(Provided records Opens)

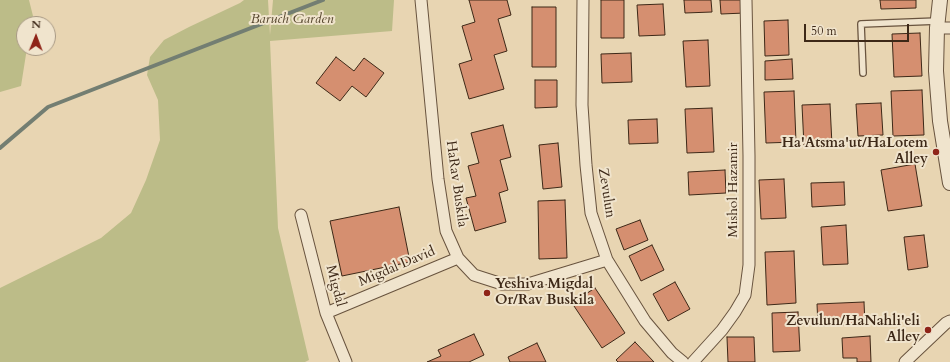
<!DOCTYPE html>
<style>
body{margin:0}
#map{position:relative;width:950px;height:362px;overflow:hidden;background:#e8d5b2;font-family:Cardo,serif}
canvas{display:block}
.north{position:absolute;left:16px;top:16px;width:40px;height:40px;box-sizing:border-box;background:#f0e4cd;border:1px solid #a89984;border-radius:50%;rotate:1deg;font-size:11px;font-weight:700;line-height:16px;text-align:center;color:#3d2817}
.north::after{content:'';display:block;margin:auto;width:14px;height:18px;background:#8f2418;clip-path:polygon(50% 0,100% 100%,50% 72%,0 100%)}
.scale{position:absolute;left:804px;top:24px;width:105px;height:18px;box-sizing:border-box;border:2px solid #3d2817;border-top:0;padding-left:5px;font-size:12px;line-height:14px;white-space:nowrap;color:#3d2817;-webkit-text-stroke:3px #f0e4cd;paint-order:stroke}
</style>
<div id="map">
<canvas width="950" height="362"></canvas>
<div class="north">N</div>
<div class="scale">50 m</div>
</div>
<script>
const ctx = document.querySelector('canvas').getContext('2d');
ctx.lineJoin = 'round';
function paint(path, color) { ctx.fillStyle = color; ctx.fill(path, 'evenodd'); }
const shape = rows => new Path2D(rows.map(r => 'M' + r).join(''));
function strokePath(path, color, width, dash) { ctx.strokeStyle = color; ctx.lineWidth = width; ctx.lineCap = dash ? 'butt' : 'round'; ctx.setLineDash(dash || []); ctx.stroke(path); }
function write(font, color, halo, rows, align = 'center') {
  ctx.font = font + ' Cardo,serif'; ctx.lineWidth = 4; ctx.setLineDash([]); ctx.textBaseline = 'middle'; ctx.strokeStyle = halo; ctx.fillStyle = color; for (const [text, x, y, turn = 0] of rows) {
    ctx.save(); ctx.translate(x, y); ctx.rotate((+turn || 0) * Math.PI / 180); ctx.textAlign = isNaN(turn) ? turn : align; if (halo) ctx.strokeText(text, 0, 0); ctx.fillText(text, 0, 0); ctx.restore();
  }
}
paint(shape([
 [0,0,29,0,33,16,32,24,24,24,24,48,27,48,21,86,0,92],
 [244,0,268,0,270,35,273,0,394,0,392,31,270,41,278,228,309,360,305,362,0,362,0,288,101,238,131,213,146,180,160,140,158,100,147,75,150,57,164,40,189,27,240,3]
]), '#bcbc88');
strokePath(shape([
 [0,148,48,107,323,0]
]), '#737e72', 4);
const building = shape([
 [469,0,507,0,511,15,498,19,507,51,494,55,504,89,469,99,459,64,472,60,462,26,475,22,469,0],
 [601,0,624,0,624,38,601,38,601,0],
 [684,0,711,0,712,12,685,13,684,0],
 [720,0,744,0,745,13,721,14,720,0],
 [880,0,916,0,916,8,881,9,880,0],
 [663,4,665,35,639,36,637,5,663,4],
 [532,7,556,7,556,67,532,67,532,7],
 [788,20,789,55,765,56,764,21,788,20],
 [920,33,922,76,894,77,892,34,920,33],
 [708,40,710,86,686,87,683,41,708,40],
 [631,53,632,82,602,83,601,54,631,53],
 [336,57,354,71,364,58,384,73,366,97,352,86,340,101,316,83,336,57],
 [792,59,793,79,765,80,765,61,792,59],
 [535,80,557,80,557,107,535,108,535,80],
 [922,90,924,135,893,136,891,91,922,90],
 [794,91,796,142,766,143,764,92,794,91],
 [881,103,883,135,858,136,856,104,881,103],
 [830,104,832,145,804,146,802,105,830,104],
 [712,108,714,152,687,153,685,109,712,108],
 [657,119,658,143,629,144,628,120,657,119],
 [503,125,511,157,500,160,508,190,499,193,506,222,475,231,466,198,476,196,468,166,479,163,471,133,503,125],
 [558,143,562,187,543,189,539,145,558,143],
 [915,164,922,206,888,211,881,170,915,164],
 [725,170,726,193,689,195,688,172,725,170],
 [784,179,786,218,761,219,759,180,784,179],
 [844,182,845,205,812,207,811,183,844,182],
 [565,200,567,258,539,259,538,201,565,200],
 [399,207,410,262,342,276,330,221,399,207],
 [640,220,648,240,624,250,616,229,640,220],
 [846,225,848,264,823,265,821,227,846,225],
 [924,235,928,267,908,270,904,237,924,235],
 [652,245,664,270,641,281,629,256,652,245],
 [794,251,796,303,767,305,765,252,794,251],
 [675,282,690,309,668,321,653,294,675,282],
 [595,288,625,333,602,348,572,303,595,288],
 [864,302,865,324,818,326,817,304,864,302],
 [798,312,800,351,773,352,772,313,798,312],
 [474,334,484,355,469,362,427,362,441,356,438,350,474,334],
 [870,336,871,362,857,362,857,358,843,358,842,338,870,336],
 [727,337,754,337,755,362,728,362,727,337],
 [635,342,654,362,618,362,616,360,635,342],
 [537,343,546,362,510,362,508,357,537,343]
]);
paint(building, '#d58f70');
strokePath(building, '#3d2817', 1);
const service = shape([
 [863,73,861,24,938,21]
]);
const minor = shape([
 [421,0,438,179,446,231,458,258,474,275,502,284,528,284,607,260],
 [583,0,582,105,586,165,591,213,607,260,645,321,672,353,683,362],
 [937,28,950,28],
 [301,215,326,313,346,362],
 [326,313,458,258],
 [693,362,722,330,735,312,745,295,749,265,749,156,746,0],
 [905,362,946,323,950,321]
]);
const tertiary = shape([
 [940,0,937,28,936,71,940,121,950,183]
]);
strokePath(service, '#68533e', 8);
strokePath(minor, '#68533e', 13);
strokePath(tertiary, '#68533e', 16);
strokePath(service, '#f0e4cd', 5.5);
strokePath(minor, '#f0e4cd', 11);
strokePath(tertiary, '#f0e4cd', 14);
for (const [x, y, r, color] of [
 [936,152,4,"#8f2418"],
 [487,293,4,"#8f2418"],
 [928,330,4,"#8f2418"]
]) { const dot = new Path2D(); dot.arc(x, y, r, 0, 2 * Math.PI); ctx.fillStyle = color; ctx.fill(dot); strokePath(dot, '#f0e4cd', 1.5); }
write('italic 14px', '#56462e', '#f0e4cd', [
 ["Baruch Garden",292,20]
]);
write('bold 14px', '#3d2817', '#f0e4cd', [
 ["Ha'Atsma'ut/HaLotem",928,144],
 ["Alley",928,160],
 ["Yeshiva Migdal",495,285,"left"],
 ["Or/Rav Buskila",495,301,"left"],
 ["Zevulun/HaNahli'eli",920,322],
 ["Alley",920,338]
], 'right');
write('14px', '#3d2817', '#f0e4cd', [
 ["HaRav Buskila",456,184,82],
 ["Mishol Hazamir",734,190,-90],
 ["Zevulun",606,193,81],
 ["Migdal David",397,267,-23],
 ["Migdal",335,286,75]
]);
</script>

(Provided records Closes)

> Your assignment
Each line that contains the string "function" should be copied from the data above.

> Written reply
function paint(path, color) { ctx.fillStyle = color; ctx.fill(path, 'evenodd'); }
function strokePath(path, color, width, dash) { ctx.strokeStyle = color; ctx.lineWidth = width; ctx.lineCap = dash ? 'butt' : 'round'; ctx.setLineDash(dash || []); ctx.stroke(path); }
function write(font, color, halo, rows, align = 'center') {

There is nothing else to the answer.